Duas decisões – uma em âmbito administrativo por meio do decreto de quarentena fixado pelo Governo do Estado de São Paulo para as 645 cidades paulistas, e outra no campo do Poder Judiciário local, conforme liminar conferida na ação civil pública proposta pelo Ministério Público da Comarca de Lucélia – determinam restrições ao comércio e setores serviço na área privada (ressalvadas as atividades essenciais), como também às atividades do poder público, em Lucélia.
Mesmo com o sacrifício para a atividade econômica da cidade, com riscos às empresas e aos empregos, bem como às redução das atividades pelo poder público no atendimento ao cidadão, como creches e escolas, por exemplo, as medidas na área da saúde pública seguem orientações dos órgãos como Secretaria Estadual de Saúde, Ministério da Saúde e Organização Mundial de Saúde (OMS), e visam restringir a circulação de pessoas para diminuir o cenário de riscos e possibilidades ao contágio pelo novo coronavírus (Covid-19), e com isso reduzir a ocupação hospitalar e os demais serviços de saúde, que pode entrar em colapso, no pico da pandemia. A doença pode levar à morte.
Essa situação tem provocado reações entre alguns setores da cidade, sobretudo ligados à atividade econômica do município, onde há grande prevalência de atividades ligadas ao comércio e à prestação de serviços. A apreensão ficou maior ainda após o anúncio feito nesta segunda-feira (6) pelo governador João Dória, determinando a prorrogação da quarentena estadual por mais duas semanas, até o dia 22 de abril (reveja), cuja decisão foi reproduzida em âmbito local pela Prefeitura de Lucélia, nesta terça-feira (7), com um decreto semelhante (reveja).
Nesse ambiente, o presidente da Câmara Municipal de Lucélia, Eduardo Fatinanci, o “Lambari”, buscou junto à Prefeitura de Lucélia um posicionamento claro sobre as medidas adotadas na cidade. A manifestação da prefeitura foi protocolada na Câmara Municipal nesta segunda-feira (6), assinada pelo prefeito Carlos Ananias Junior. A nota de esclarecimento detalha as decisões tomadas pelo Poder Executivo. (Continua após a publicidade...)
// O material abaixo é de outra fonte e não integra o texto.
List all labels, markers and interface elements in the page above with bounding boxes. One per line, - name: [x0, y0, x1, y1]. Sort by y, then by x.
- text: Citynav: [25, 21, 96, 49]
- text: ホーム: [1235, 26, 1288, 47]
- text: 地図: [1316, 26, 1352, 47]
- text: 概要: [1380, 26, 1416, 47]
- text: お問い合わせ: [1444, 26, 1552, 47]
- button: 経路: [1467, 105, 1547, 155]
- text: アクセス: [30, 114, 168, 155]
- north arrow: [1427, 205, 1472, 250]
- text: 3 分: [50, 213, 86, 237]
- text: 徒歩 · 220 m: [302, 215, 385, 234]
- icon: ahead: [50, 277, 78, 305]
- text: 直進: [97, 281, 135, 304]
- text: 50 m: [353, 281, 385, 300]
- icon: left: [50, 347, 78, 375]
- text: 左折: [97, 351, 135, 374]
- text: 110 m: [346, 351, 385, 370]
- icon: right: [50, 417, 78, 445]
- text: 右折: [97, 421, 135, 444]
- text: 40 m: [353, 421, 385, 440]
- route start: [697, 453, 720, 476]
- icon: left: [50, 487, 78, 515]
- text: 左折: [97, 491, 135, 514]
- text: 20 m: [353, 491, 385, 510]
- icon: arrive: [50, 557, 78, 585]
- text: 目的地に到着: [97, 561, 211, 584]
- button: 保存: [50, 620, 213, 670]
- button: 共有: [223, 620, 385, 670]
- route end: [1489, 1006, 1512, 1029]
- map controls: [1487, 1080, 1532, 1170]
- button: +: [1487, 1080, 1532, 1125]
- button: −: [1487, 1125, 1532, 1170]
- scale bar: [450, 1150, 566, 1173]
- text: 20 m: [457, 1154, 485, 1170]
Segundo a nota, a Prefeitura de Lucélia determinou o afastamento dos servidores acima de 60 anos, gestantes e portadores de doenças crônicas; a suspensão de aulas, dos eventos públicos municipais com aglomeração, dos programas sociais e das feiras livres; suspensão do atendimento público nas repartições municipais, realizado com restrições; e a suspensão do funcionamento das atividades comerciais, de lazer e religiosas na cidade.
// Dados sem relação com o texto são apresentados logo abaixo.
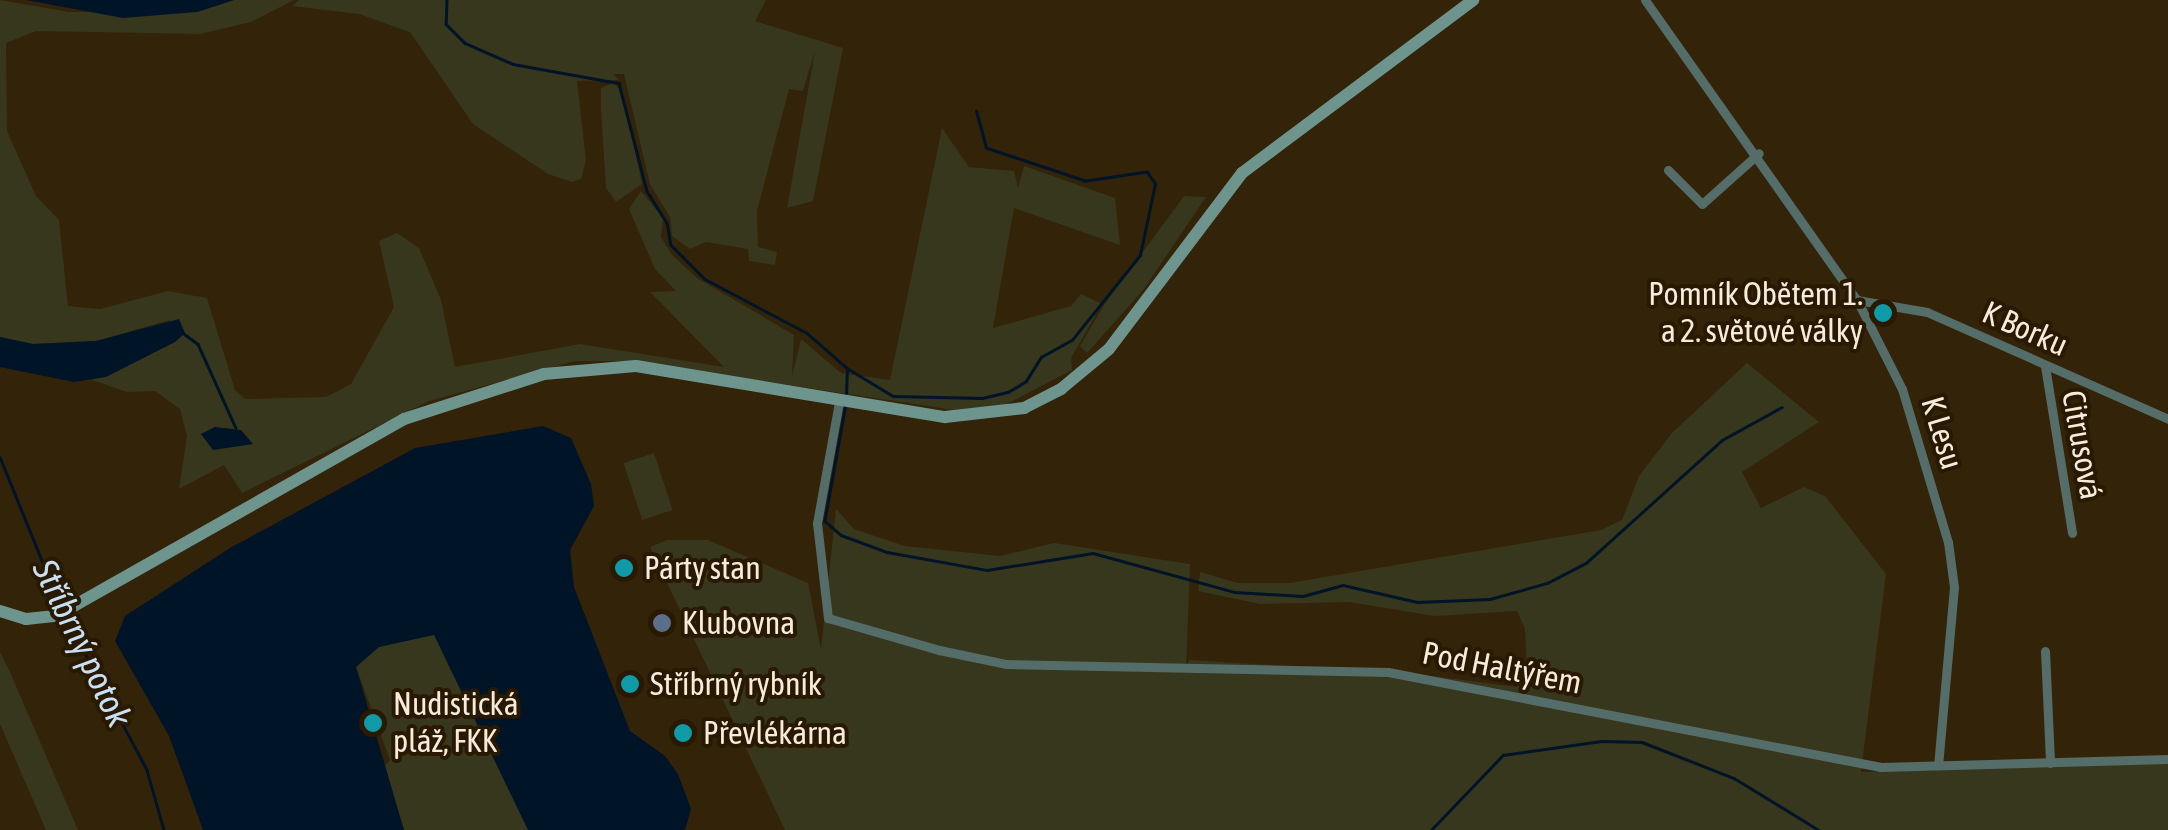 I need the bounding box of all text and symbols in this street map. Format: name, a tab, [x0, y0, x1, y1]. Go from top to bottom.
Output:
place label: Pomník Obětem 1. a 2. světové války	[1648, 276, 1863, 351]
street label: K Borku	[1976, 293, 2074, 365]
marker: Pomník Obětem 1. a 2. světové války	[1872, 302, 1894, 324]
street label: Citrusová	[2054, 388, 2110, 502]
street label: K Lesu	[1913, 392, 1971, 474]
place label: Párty stan	[644, 549, 761, 587]
water label: Stříbrný potok	[24, 553, 142, 733]
marker: Párty stan	[613, 557, 635, 579]
place label: Klubovna	[682, 604, 795, 642]
marker: Klubovna	[651, 612, 673, 634]
street label: Pod Haltýřem	[1419, 634, 1585, 702]
place label: Stříbrný rybník	[650, 665, 822, 703]
marker: Stříbrný rybník	[619, 673, 641, 695]
place label: Nudistická pláž, FKK	[393, 686, 519, 761]
marker: Nudistická pláž, FKK	[362, 712, 384, 734]
place label: Převlékárna	[703, 714, 847, 752]
marker: Převlékárna	[672, 722, 694, 744]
A Prefeitura determinou ainda constituição e nomeação do Comitê Municipal de Prevenção e Enfrentamento ao Coronavírus, de caráter técnico, para ajudar nas medidas adotadas localmente frente a essa pandemia. A nota destacou ainda que a Prefeitura tem realizado a higienização sanitárias nas vias públicas com hipoclorito de sódio, dentre outras medidas.
Ainda na nota, a Prefeitura cita que no dia 23 de março o Ministério Público do Estado de São Paulo, através da Promotoria de Justiça da Comarca de Lucélia, propôs ação civil pública requerendo a suspensão de todo atendimento nos estabelecimentos comerciais do município, devendo os mesmos permanecer fechado o acesso ao público ao seu interior, sendo a liminar concedida pelo Poder Judiciário nos termos pleiteados pelo Ministério Público (reveja).
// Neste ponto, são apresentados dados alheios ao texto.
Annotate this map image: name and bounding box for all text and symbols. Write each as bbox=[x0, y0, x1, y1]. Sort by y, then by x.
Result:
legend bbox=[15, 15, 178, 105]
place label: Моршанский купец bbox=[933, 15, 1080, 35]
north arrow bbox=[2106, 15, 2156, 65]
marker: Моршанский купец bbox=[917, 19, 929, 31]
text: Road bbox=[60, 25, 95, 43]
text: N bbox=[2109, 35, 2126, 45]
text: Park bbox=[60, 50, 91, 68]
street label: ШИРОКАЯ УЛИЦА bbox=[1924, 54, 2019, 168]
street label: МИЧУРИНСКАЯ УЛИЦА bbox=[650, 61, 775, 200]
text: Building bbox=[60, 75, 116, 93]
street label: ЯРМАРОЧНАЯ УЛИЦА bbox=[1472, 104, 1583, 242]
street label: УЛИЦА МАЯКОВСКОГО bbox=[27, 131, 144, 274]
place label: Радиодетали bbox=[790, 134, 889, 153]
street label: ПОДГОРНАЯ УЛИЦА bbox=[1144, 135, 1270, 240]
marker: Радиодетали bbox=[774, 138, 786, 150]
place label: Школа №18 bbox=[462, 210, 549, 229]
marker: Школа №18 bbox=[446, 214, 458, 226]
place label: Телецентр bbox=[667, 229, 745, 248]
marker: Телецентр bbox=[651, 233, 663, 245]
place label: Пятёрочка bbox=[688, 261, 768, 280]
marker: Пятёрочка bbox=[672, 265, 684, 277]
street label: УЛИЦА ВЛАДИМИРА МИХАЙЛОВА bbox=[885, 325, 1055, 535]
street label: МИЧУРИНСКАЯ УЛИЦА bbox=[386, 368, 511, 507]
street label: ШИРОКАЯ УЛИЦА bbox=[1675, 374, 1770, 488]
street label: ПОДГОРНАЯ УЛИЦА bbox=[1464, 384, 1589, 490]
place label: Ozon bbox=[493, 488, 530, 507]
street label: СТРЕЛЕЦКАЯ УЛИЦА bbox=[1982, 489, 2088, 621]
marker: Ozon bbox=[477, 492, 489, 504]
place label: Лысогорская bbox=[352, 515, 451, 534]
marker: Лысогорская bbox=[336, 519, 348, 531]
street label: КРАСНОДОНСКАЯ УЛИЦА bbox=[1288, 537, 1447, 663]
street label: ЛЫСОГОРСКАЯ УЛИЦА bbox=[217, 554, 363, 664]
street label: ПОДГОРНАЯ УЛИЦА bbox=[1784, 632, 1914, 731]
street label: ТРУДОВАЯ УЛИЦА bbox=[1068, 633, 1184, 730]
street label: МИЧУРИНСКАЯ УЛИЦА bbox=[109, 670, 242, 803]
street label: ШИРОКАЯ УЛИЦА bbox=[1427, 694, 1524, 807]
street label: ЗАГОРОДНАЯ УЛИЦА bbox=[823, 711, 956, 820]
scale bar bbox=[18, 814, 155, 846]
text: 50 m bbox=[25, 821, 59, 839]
Assim, a determinação da quarentena estadual, pelo Governo de São Paulo, e as determinações fixadas pelo Poder Judiciário, foram decisivas para a tomada de decisões locais. “Portanto, o município está cumprindo a medida judicial, bem como o decreto de quarentena do Governo do Estado de São Paulo”, destaca a nota. “Em contrapartida, informa que propôs embargos de declaração sobre pontos omissos e contraditórias na decisão proferida na Ação Civil Pública, mencionada assim, sendo eles: o prazo de vigência da decisão, a permissão da abertura dos estabelecimentos comerciais que vendem produtos comestíveis, a liberação do comércio no trabalho delivery, os trabalhos dos profissionais autônomos, dentre outros pedidos”.
Ao final da nota enviada ao Poder Legislativo, o prefeito pediu calma e cuidados e afirmou não haver caso confirmado de paciente com a doença em Lucélia. “O prefeito aproveita o espaço para acalmar toda a população informando que todas as medidas estão sendo tomadas para o enfrentamento da pandemia e que no município de Lucélia, até a data de 6 de abril, não há nenhum caso positivo do Covid-19”, completou.